Resident Evil: Afterlife (2010)
Here we go again. There’s something about the fourth film in horror franchises. Saw IV, The Final Destination, Parnormal Activity IV – they all signaled diminishing returns for their respective series. Despite Paul WS Anderson’s returning behind the camera, Afterlife can’t escape the fourth film jinx. Undoubtedly, the sequel is a downgrade across the board. Poor CGI effects, noticeable green screen, incoherent plotting, and unmemorable new characters – Afterlife is a tough slog. So much about this movie is incomprehensible. The Axeman looks cool, but makes no sense for a movie about zombies. And yes, I know the movies are based on videogames, but that doesn’t mean they have to be literal adaptations. Mila Jovovich’s Alice loses her powers, but she’s still pretty superhuman. Shawn Roberts’ Wesker is easily the dullest villain in the series. Movies based on video games can be stupid, but they can’t be boring.
Scream 3 (2000)
Of all the bad sequels on this list, Scream 3 is the best of the bunch. Though critics and fans alike hated on it, Scream 3 is nowhere near as bad as its reputation implies. In fact, it’s a masterpiece as compared to some of the movies on this list. Among its problems, Wes Craven overstuffed the story. This is a sequel that buckles under the weight of its own twists. Of course, there’s also the needless retconning to justify its own existence. But Scream 3’s biggest problem is that it still feels unnecessary. Even if it’s not perfect. Scream 4 felt like it had a reason to exist after a 10-year hiatus and plenty of changes in horror and the world around it. Instead, Scream 3’s insistence that it’s playing by the rules of a trilogy doesn’t work.
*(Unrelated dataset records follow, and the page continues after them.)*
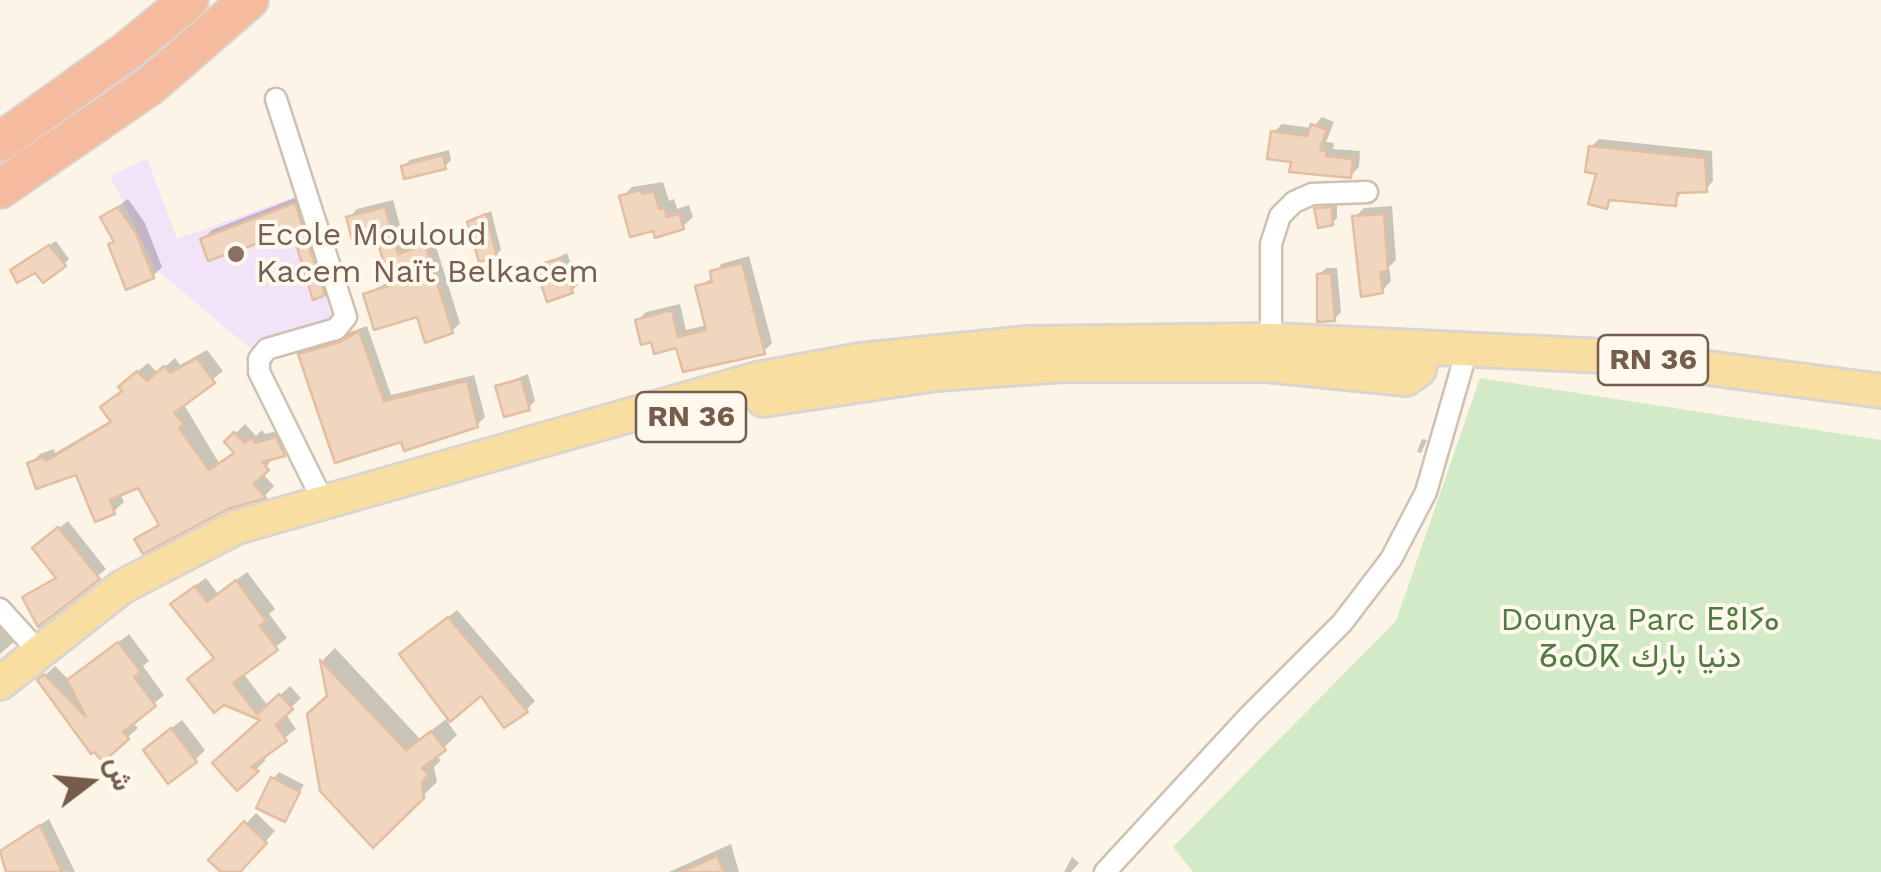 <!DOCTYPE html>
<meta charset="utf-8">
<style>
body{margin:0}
#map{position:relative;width:1881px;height:872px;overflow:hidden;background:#fcf5e7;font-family:"Work Sans",Vazirmatn,sans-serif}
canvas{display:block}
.north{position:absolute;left:40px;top:732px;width:100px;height:100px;-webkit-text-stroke:8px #fff9ed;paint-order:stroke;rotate:74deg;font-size:28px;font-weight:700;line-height:40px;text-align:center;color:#765d4b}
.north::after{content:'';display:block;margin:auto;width:35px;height:45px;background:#765d4b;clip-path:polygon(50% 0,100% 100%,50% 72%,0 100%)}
</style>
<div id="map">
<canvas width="1881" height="872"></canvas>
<div class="north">ش</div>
</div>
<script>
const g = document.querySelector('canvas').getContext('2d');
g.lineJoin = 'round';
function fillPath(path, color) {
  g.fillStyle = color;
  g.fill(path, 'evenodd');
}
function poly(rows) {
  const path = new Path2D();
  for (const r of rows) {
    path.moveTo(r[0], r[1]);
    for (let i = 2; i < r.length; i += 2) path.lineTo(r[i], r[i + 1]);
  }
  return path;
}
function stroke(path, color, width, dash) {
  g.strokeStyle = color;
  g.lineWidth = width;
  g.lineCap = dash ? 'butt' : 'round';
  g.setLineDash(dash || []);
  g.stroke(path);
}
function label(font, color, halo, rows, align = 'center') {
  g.font = font + ' "Work Sans",Vazirmatn,"Noto Sans Tifinagh",sans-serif';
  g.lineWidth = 8;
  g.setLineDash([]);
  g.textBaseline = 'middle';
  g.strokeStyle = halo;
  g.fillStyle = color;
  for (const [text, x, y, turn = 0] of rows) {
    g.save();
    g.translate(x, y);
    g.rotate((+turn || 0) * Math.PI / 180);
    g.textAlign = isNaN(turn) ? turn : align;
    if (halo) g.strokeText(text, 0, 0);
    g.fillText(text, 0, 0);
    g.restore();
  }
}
fillPath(poly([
 [147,158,177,239,305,193,346,322,254,352,156,269,110,176]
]), '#f2e3f9');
fillPath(poly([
 [1480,378,1881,440,1881,872,1193,872,1173,847,1396,621]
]), '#d2eac5');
fillPath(poly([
 [1322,117,1334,122,1326,142,1334,143,1333,149,1360,151,1359,167,1351,175,1294,160,1273,133,1282,124,1312,128],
 [1599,139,1712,151,1713,181,1706,189,1683,190,1675,203,1615,198,1606,206,1591,147],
 [449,150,451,160,445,166,403,166,410,160],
 [663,182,669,201,674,199,677,209,689,205,693,217,682,227,622,197,632,187],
 [305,194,333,283,323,293,293,227,202,240,212,230],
 [128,199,145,223,162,267,153,276,111,245,116,239,103,217],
 [393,200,406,247,433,237,460,323,452,331,366,294,392,280,379,238,349,218,357,209],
 [1337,203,1337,218,1332,223,1317,209],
 [1392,206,1396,260,1389,267,1391,281,1382,291,1355,217,1364,208],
 [491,211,501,250,496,255,470,222],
 [56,241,69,259,64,264,36,270,19,265],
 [567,253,578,285,571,291,538,267],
 [749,256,772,343,764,351,678,345,653,339,637,321,646,312,680,304,686,330,707,325,697,287,714,277,721,264],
 [1326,268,1337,268,1341,312,1334,319,1319,275],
 [367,326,391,395,474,375,485,417,477,425,403,439,301,355,309,347],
 [207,350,223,371,183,403,219,463,236,451,227,442,245,424,256,436,262,430,265,434,286,429,294,444,274,456,262,473,274,486,265,496,138,539,161,522,139,485,120,493,124,502,114,511,78,472,30,464,40,454,54,449,55,453,113,419,131,377,148,363,158,373,175,358,180,365],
 [528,374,535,401,528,408,498,386],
 [1422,439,1427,440,1421,453,1417,452],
 [68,521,106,569,39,624,25,598,58,576,43,541],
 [247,572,275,609,269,614,287,638,243,673,268,706,290,686,301,698,285,713,296,729,260,757,266,760,237,787,264,718,223,702,216,657,183,594,206,578,218,594],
 [0,610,22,635,0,654],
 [457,610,535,701,526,710,482,692,447,721,457,735,436,755,441,760,434,767,437,782,373,844,323,660,335,648,420,739,449,717,402,654],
 [129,634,149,661,143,666,164,695,132,722,138,728,103,759,40,680,55,666,70,681],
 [182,720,205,750,195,760,156,740],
 [279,772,304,785,284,819,273,779],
 [256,813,275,831,237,872,225,872,212,860],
 [49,819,75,872,7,870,0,852],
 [731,844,739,872,669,872],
 [1072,857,1079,863,1071,872,1064,872]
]), '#0003');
const building = poly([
 [1311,124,1327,130,1320,150,1327,151,1326,156,1353,159,1351,178,1289,172,1291,162,1267,159,1271,131,1307,136,1311,124],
 [1589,146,1705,158,1707,192,1677,193,1676,206,1609,200,1607,209,1588,204,1596,174,1585,172,1589,146],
 [443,155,446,169,404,179,401,166,443,155],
 [641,190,642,194,654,191,659,209,664,208,667,217,679,214,684,229,655,238,653,231,630,237,619,196,641,190],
 [295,203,325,295,313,300,292,231,208,261,200,239,295,203],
 [118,207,136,233,154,278,126,290,108,244,114,242,100,217,118,207],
 [385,207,398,254,425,244,453,333,425,343,417,317,374,330,363,294,391,285,377,241,354,247,346,217,385,207],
 [1332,207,1333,225,1318,228,1314,208,1332,207],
 [486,214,497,257,479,262,467,222,486,214],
 [1384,214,1388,271,1380,272,1383,293,1361,297,1352,216,1384,214],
 [49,245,66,266,43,283,35,273,17,283,10,270,49,245],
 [561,258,573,293,547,302,535,266,561,258],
 [742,263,765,354,683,372,676,348,654,354,651,342,641,345,635,320,672,310,678,337,706,330,695,286,712,282,710,271,742,263],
 [1331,273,1335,321,1317,322,1317,274,1331,273],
 [359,331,384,401,467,381,478,427,404,451,401,442,335,463,298,354,340,342,359,331],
 [197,358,215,383,174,413,184,424,179,428,209,470,234,453,224,442,234,432,245,443,251,438,255,443,276,437,285,456,262,462,269,470,254,484,266,498,228,509,143,554,134,539,159,525,138,488,110,500,115,514,95,522,76,475,36,489,27,463,44,457,46,461,111,422,100,407,122,391,118,387,137,371,147,381,164,366,170,373,197,358],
 [521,379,530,410,504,417,495,386,521,379],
 [58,527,100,579,38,627,22,597,56,578,32,548,58,527],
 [236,580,266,621,260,626,278,650,233,683,257,714,279,694,293,709,276,725,287,741,251,767,259,771,237,791,212,763,260,720,224,705,214,713,187,679,214,658,170,604,195,586,207,602,236,580],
 [448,617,528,712,504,728,481,696,450,722,399,654,448,617],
 [118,642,141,672,134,677,156,706,123,732,129,739,103,762,94,752,91,754,37,680,44,674,86,717,67,680,118,642],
 [320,660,406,750,431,731,446,750,422,768,429,775,422,782,424,798,373,848,320,791,307,714,327,696,320,660],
 [171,728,197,762,168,784,143,750,171,728],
 [271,777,300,792,285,822,256,808,271,777],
 [244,821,267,843,240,872,221,872,208,860,244,821],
 [40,825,62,872,6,872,0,851,40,825],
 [717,856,724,872,681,872,717,856]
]);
fillPath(building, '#f1d6bf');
stroke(building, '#e3bea0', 2.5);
const street = poly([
 [276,99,346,317,336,329,267,349,259,359,259,372,323,501],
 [1271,340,1271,244,1280,216,1294,202,1312,194,1367,192],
 [0,609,39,652],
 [1105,872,1249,716,1342,623,1391,559,1426,492,1467,350]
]);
const primary = poly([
 [763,400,936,374,1064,365,1267,365,1406,379,1419,370,1424,348],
 [0,683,122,587,237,527,757,379,860,360,1028,343,1271,340,1625,357,1881,391]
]);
const highway = poly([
 [0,142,127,51,189,0],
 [0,189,151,85,249,0]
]);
stroke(street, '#d0c0af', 25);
stroke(primary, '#dbd5d0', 38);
stroke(highway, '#dbd5d0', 42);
stroke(street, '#fff', 20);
stroke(primary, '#f9dea1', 32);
stroke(highway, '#f5bb9f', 38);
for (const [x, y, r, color] of [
 [236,254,10,"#8d6e63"]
]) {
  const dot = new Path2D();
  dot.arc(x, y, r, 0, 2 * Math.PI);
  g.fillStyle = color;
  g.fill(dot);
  stroke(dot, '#fff9ed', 4);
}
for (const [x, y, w] of [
 [1653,360,110],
 [691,417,110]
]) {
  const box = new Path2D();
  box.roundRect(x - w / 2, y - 25, w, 50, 8);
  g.fillStyle = '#fff9ed';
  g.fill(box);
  stroke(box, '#765d4b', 2.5);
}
label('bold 30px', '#765d4b', null, [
 ["RN 36",1653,360],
 ["RN 36",691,417]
]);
label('32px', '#785e54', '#fff9ed', [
 ["Ecole Mouloud",256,236],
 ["Kacem Naït Belkacem",256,273]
], 'left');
label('32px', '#507b43', '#fff9ed', [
 ["Dounya Parc ⴹⵓⵏⵢⴰ",1640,621],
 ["ⵒⴰⵔⴽ دنيا بارك",1640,658]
]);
</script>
Jason Goes to Hell: the Final Friday (1993)
No, Jason X is not the worst Friday the 13th sequel. Not even close. That dishonor belongs to Jason Goes to Hell. The good – Kane Hodder is back as as Jason Voorhees. And that’s it. Bottom line, Jason Goes to Hell has absolutely no other redeeming qualities. Not a single one. Like too many later sequels in aging franchises, Jason Goes to Hell unnecessarily retcons Jason’s origins. But this sequel’s biggest sin – it doesn’t actually feature much Jason. Instead, Jason is ‘blown up real good’ at the start and his spirit possesses other bodies. The supernatural twist to the film represents a series low-point. If there’s anything to appreciate about Jason Goes to Hell, it does have one scene where a coroner eats Jason’s heart. Don’t ask.